Exercise goal: From the records, return each line that has the word "text" in it.

Source information:

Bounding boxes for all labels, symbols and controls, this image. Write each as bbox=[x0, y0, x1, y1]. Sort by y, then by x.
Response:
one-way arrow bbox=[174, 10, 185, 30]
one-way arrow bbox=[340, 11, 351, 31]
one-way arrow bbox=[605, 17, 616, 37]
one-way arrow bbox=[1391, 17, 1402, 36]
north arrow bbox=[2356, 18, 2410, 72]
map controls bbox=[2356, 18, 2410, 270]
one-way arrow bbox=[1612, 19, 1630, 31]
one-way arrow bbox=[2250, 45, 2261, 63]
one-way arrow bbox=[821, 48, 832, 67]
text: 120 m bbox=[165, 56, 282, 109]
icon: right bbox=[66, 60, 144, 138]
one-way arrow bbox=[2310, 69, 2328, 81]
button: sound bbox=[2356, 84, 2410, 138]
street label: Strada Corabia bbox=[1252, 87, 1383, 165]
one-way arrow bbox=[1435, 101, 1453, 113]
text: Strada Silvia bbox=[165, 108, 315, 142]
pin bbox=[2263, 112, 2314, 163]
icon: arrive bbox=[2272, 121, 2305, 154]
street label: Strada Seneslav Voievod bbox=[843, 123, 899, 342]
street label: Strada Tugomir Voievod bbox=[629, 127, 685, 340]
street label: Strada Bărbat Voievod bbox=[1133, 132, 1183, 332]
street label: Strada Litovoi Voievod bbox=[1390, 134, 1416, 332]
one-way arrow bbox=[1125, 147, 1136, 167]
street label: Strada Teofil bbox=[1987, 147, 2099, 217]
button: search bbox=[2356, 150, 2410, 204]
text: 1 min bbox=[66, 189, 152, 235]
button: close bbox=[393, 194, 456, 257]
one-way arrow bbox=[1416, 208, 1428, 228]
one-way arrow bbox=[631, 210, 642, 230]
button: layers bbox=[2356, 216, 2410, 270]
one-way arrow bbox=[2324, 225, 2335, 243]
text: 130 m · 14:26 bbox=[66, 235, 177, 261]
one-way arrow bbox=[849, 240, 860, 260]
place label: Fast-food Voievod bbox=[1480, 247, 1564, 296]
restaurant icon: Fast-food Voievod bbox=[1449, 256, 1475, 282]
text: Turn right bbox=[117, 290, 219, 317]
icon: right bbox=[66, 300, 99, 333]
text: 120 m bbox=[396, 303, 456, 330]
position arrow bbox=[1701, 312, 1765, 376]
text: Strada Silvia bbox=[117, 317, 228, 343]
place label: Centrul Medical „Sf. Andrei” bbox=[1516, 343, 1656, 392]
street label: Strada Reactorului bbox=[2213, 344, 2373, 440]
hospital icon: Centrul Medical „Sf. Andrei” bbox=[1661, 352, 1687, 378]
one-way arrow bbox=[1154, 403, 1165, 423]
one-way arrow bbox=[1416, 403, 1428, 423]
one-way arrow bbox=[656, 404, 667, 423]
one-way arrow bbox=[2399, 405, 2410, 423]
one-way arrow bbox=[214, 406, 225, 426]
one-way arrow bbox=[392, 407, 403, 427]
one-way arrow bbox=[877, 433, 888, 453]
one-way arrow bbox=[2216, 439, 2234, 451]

Exercise result:
text: 120 m bbox=[165, 56, 282, 109]
text: Strada Silvia bbox=[165, 108, 315, 142]
text: 1 min bbox=[66, 189, 152, 235]
text: 130 m · 14:26 bbox=[66, 235, 177, 261]
text: Turn right bbox=[117, 290, 219, 317]
text: 120 m bbox=[396, 303, 456, 330]
text: Strada Silvia bbox=[117, 317, 228, 343]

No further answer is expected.